BEGIN Stored data

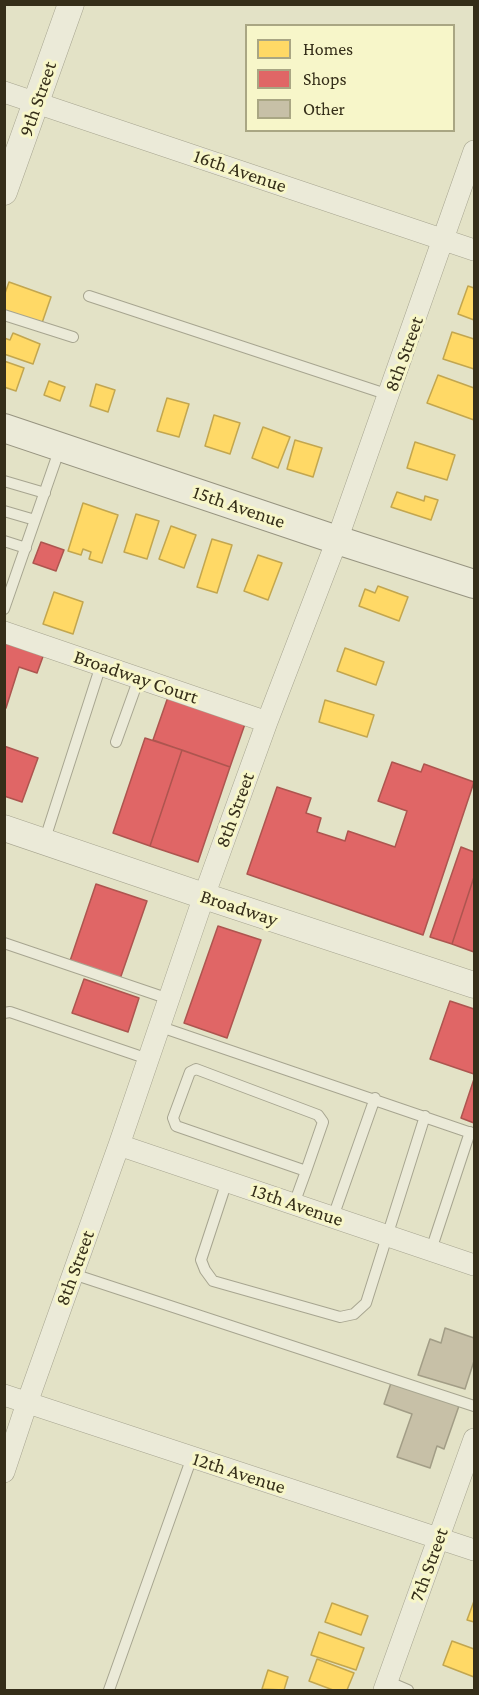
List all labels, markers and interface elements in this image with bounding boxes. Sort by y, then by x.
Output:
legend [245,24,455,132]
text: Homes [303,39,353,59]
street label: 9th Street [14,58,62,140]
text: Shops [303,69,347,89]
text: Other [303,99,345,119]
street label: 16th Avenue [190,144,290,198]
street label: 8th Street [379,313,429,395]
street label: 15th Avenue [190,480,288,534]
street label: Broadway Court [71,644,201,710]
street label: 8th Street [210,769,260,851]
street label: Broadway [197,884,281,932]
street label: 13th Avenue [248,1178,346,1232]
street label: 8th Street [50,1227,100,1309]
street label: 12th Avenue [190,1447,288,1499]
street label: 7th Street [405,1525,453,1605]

END Stored data

**Work item**
Print all of the records shown above exactly, leaving out each picture.

**Solution**
List all labels, markers and interface elements in this image with bounding boxes. Sort by y, then by x.
Output:
legend [245,24,455,132]
text: Homes [303,39,353,59]
street label: 9th Street [14,58,62,140]
text: Shops [303,69,347,89]
text: Other [303,99,345,119]
street label: 16th Avenue [190,144,290,198]
street label: 8th Street [379,313,429,395]
street label: 15th Avenue [190,480,288,534]
street label: Broadway Court [71,644,201,710]
street label: 8th Street [210,769,260,851]
street label: Broadway [197,884,281,932]
street label: 13th Avenue [248,1178,346,1232]
street label: 8th Street [50,1227,100,1309]
street label: 12th Avenue [190,1447,288,1499]
street label: 7th Street [405,1525,453,1605]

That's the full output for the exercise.